I have just received a CV claiming
6 years PERL experience
I am not sure what to do with it. Does this mean the person does not know how to spell Perl, he does not care or he is actualy very considerate with the average CV reading person who is actually looking for PERL experience and would be confused by the word Perl?I personally try NOT to correct others if they are using PERL but how should I undersand that someone spells it like PERL ?
Another interviewee just claimed that he is one of the best Perl programmers in Israel. That would be fine with me. But then he never heard about the Israeli Perl Mongers. What does that mean ? (Besides the fact that we as Perl Mongers still have a lot of work to do ?)
That's probably why he thinks he's the best
I've seen that happen quite often, believe me
Example follows:
/\d+\d+\d+\d+\d+\d+/ # WTF??
I don't claim to be an excellent programmer (thought I am, of course, cough, cough O:-) ), but it sometimes annoys me to see guys like this one getting all the credit... especially not using strict!!!
Oh well...
Re: 6 years PERL experience
jdavidb on 2004-11-22T15:15:58
I would still put a lot more stock in a programmer who is "plugged in" to the community. Anyone who's got six years of experience with Perl or PERL (hey
... I got six years!) could benefit extremely from contact with the community. We all know there are good books and bad books out there. Most programmers do their learning from those books. Those who are in contact with the community have additional sense about how to evaluate those books, as well as the accelerated reinforcement of learning that contact with the community brings. As to the original question, my first instinct would be to junk a resume that said PERL, but I see the point that the applicant might just be doing that to get past ignorant HR desk jockeys. In the end the only real way to know is to evaluate the guy.
But then, Andy Lester says you should Ask the Headhunter and have the applicant do the job to get hired. If they can do the job, they're qualified, right?

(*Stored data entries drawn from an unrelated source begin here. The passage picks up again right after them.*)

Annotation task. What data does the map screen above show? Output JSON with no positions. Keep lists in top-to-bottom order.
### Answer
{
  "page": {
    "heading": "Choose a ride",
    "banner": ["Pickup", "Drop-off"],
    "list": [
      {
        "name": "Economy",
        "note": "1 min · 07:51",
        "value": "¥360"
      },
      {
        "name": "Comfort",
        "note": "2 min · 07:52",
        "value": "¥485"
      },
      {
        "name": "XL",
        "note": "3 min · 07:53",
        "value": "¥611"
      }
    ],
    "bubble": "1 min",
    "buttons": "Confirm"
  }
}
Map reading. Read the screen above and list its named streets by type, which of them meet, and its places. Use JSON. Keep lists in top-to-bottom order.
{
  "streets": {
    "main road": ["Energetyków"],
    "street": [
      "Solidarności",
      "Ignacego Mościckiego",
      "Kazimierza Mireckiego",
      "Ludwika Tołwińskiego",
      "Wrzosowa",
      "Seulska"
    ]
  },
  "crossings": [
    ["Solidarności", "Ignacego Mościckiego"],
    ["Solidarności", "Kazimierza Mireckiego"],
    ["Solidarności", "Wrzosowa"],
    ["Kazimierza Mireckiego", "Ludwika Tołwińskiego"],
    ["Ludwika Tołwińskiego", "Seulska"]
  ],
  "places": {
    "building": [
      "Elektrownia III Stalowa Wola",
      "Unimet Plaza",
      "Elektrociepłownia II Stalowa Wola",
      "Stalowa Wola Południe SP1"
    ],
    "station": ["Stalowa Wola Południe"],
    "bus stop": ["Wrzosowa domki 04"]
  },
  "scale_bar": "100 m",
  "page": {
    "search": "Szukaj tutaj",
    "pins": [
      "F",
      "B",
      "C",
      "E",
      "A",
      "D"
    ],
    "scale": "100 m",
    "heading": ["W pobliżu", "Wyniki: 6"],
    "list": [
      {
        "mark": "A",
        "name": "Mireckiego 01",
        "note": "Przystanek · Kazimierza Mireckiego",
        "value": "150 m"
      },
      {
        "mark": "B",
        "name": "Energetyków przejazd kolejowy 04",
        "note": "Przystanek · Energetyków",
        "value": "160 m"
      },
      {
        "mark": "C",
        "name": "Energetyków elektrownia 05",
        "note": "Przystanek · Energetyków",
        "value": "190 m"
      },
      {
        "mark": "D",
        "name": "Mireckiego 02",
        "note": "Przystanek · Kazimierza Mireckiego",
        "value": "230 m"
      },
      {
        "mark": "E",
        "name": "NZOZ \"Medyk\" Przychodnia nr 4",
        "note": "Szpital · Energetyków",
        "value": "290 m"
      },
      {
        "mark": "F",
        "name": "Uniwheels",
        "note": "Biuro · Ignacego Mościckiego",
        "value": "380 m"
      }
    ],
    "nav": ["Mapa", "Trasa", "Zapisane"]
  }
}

Re: 6 years PERL experience
merlyn on 2004-11-22T15:32:45
Which means that most of those books were written by people that were not "plugged in" as well. Which means that we probably have more of "blind leading the blind", because they won't be talking about cool things like the mailing lists and Perlmonks and the CPAN.Most Perl books don't emphasise the community aspect of Perl, many of the most popular ones don't even mention it.And if that's the only place where a person got his "PERL" knowledge, then he's also not a very effective Perl programmer. Hence, "PERL" is in fact a good indicator that the person is not a good Perl programmer. He's not even reading the "perlfaq" that ships with Perl!
Re: 6 years PERL experience
BooK on 2004-11-23T13:05:54
For the French translation of the Camel book (3rd ed.), we conviced O'Reilly France to insert a page long presentation of the French Perl Mongers (it was just Paris, back then). That was easy to do, since the three translators and the reviewer were from Paris.pm...
The text appeared in chapter one, which most people overlook(*) anyway, so I don't know if anybody noticed...
(*) OK, I do read chapters 1. But then I often overlook most of the other chapters...
Re:Book Shelf
vsergu on 2004-11-22T22:50:32
Capitalization of the title on the cover or home page is a design decision, not an editorial decision. Even if it says "PERL Black Book", that's not the correct rendering of the title, any more than you'd say "GONE with the WIND" just because the cover artist happened to like the way the words fit together with that capitalization.
Looking inside the books, as you did, is the way to go, so your report actually indicates that none of them used "PERL".